> **ASSIGNMENT**: Could you restate all of the records below exactly, with the pictures left out?

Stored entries

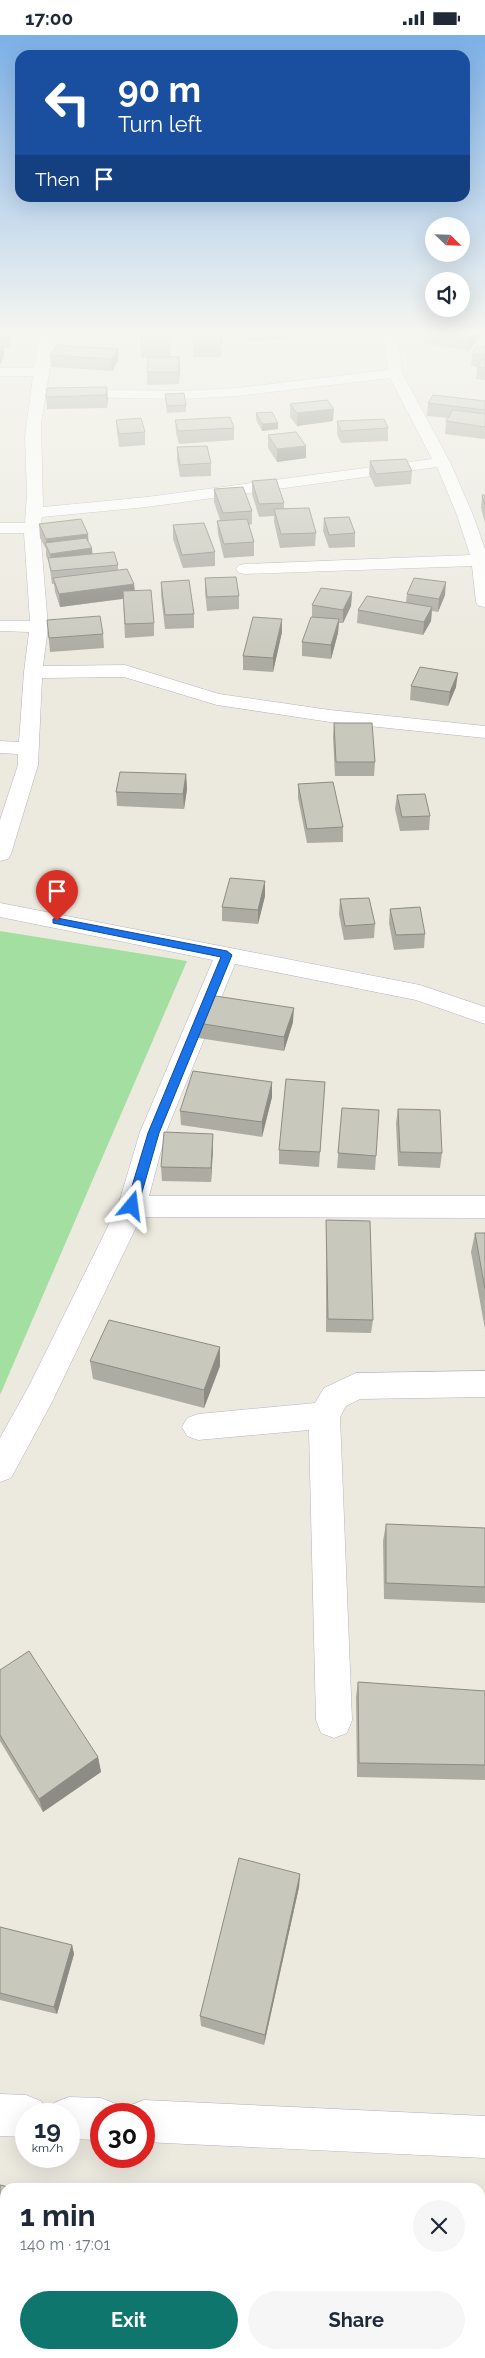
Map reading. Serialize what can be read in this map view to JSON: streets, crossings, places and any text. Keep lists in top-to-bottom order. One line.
{"north":"bottom right","page":{"status":"17:00","turn":["90 m","Turn left"],"then":"Then","speed":"19 km/h","limit":"30","heading":["1 min","140 m · 17:01"],"buttons":["Exit","Share"]}}
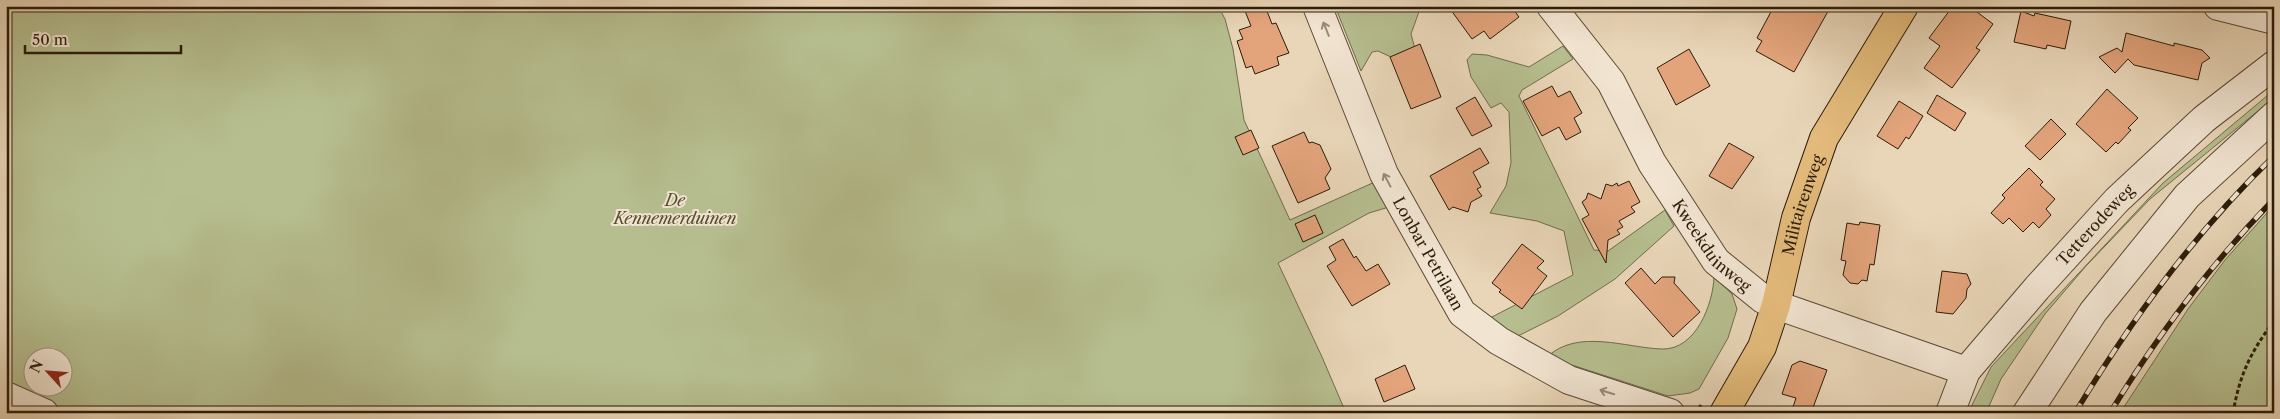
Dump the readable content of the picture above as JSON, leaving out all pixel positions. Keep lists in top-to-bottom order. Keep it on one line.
{"streets":{"main road":["Militairenweg"],"street":["Tetterodeweg","Kweekduinweg","Lonbar Petrilaan"]},"crossings":[["Militairenweg","Kweekduinweg"],["Tetterodeweg","Kweekduinweg"]],"one_way":["Lonbar Petrilaan"],"parks":["De Kennemerduinen"],"scale_bar":"50 m","north":"top left"}
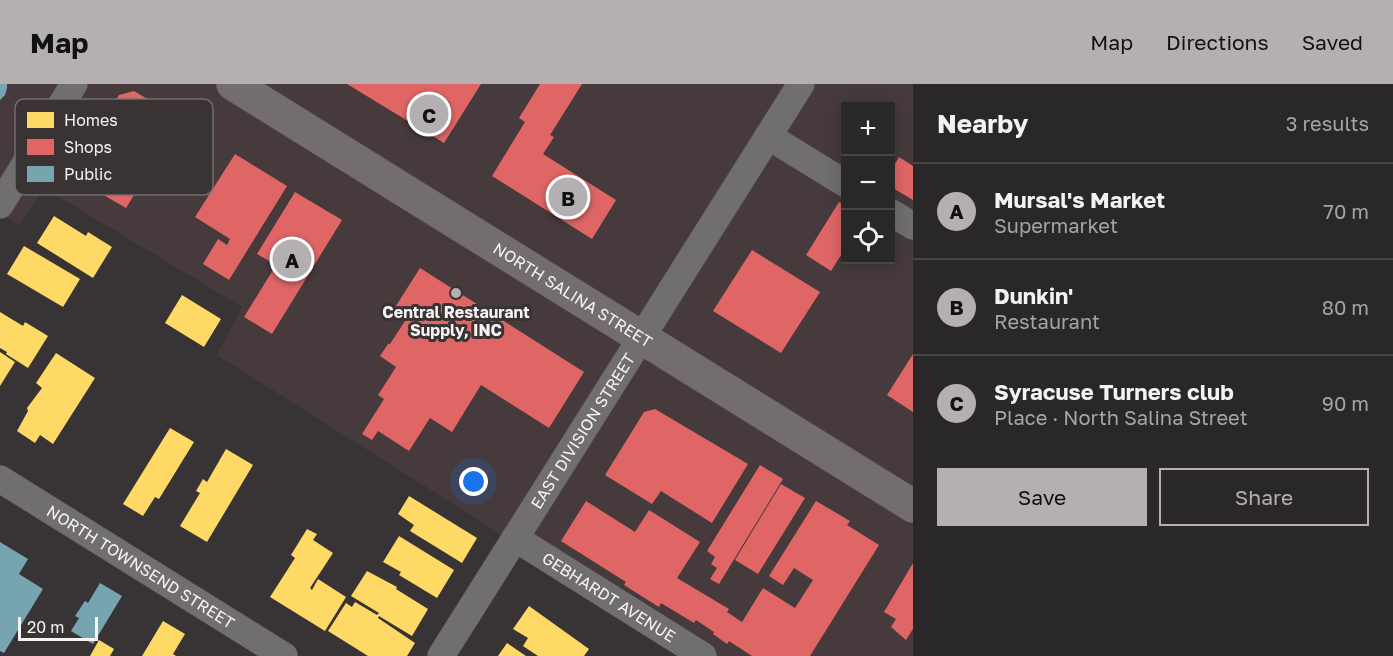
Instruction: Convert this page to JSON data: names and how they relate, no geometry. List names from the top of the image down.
{
  "streets": {
    "main road": ["NORTH SALINA STREET"],
    "street": ["EAST DIVISION STREET", "NORTH TOWNSEND STREET", "GEBHARDT AVENUE"]
  },
  "crossings": [
    ["NORTH SALINA STREET", "EAST DIVISION STREET"],
    ["EAST DIVISION STREET", "GEBHARDT AVENUE"]
  ],
  "places": ["Central Restaurant Supply, INC"],
  "legend": ["Homes", "Shops", "Public"],
  "scale_bar": "20 m",
  "page": {
    "header": "Map",
    "nav": ["Map", "Directions", "Saved"],
    "heading": ["Nearby", "3 results"],
    "pins": ["C", "B", "A"],
    "map_buttons": ["+", "−"],
    "list": [
      {
        "mark": "A",
        "name": "Mursal's Market",
        "note": "Supermarket",
        "value": "70 m"
      },
      {
        "mark": "B",
        "name": "Dunkin'",
        "note": "Restaurant",
        "value": "80 m"
      },
      {
        "mark": "C",
        "name": "Syracuse Turners club",
        "note": "Place · North Salina Street",
        "value": "90 m"
      }
    ],
    "buttons": ["Save", "Share"],
    "scale": "20 m"
  }
}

> **RESPONSE**:
Map reading. Serialize what can be read in this map view to JSON: streets, crossings, places and any text. Keep lists in top-to-bottom order. One line.
{"north":"bottom right","page":{"status":"17:00","turn":["90 m","Turn left"],"then":"Then","speed":"19 km/h","limit":"30","heading":["1 min","140 m · 17:01"],"buttons":["Exit","Share"]}}
Dump the readable content of the picture above as JSON, leaving out all pixel positions. Keep lists in top-to-bottom order. Keep it on one line.
{"streets":{"main road":["Militairenweg"],"street":["Tetterodeweg","Kweekduinweg","Lonbar Petrilaan"]},"crossings":[["Militairenweg","Kweekduinweg"],["Tetterodeweg","Kweekduinweg"]],"one_way":["Lonbar Petrilaan"],"parks":["De Kennemerduinen"],"scale_bar":"50 m","north":"top left"}
Instruction: Convert this page to JSON data: names and how they relate, no geometry. List names from the top of the image down.
{
  "streets": {
    "main road": ["NORTH SALINA STREET"],
    "street": ["EAST DIVISION STREET", "NORTH TOWNSEND STREET", "GEBHARDT AVENUE"]
  },
  "crossings": [
    ["NORTH SALINA STREET", "EAST DIVISION STREET"],
    ["EAST DIVISION STREET", "GEBHARDT AVENUE"]
  ],
  "places": ["Central Restaurant Supply, INC"],
  "legend": ["Homes", "Shops", "Public"],
  "scale_bar": "20 m",
  "page": {
    "header": "Map",
    "nav": ["Map", "Directions", "Saved"],
    "heading": ["Nearby", "3 results"],
    "pins": ["C", "B", "A"],
    "map_buttons": ["+", "−"],
    "list": [
      {
        "mark": "A",
        "name": "Mursal's Market",
        "note": "Supermarket",
        "value": "70 m"
      },
      {
        "mark": "B",
        "name": "Dunkin'",
        "note": "Restaurant",
        "value": "80 m"
      },
      {
        "mark": "C",
        "name": "Syracuse Turners club",
        "note": "Place · North Salina Street",
        "value": "90 m"
      }
    ],
    "buttons": ["Save", "Share"],
    "scale": "20 m"
  }
}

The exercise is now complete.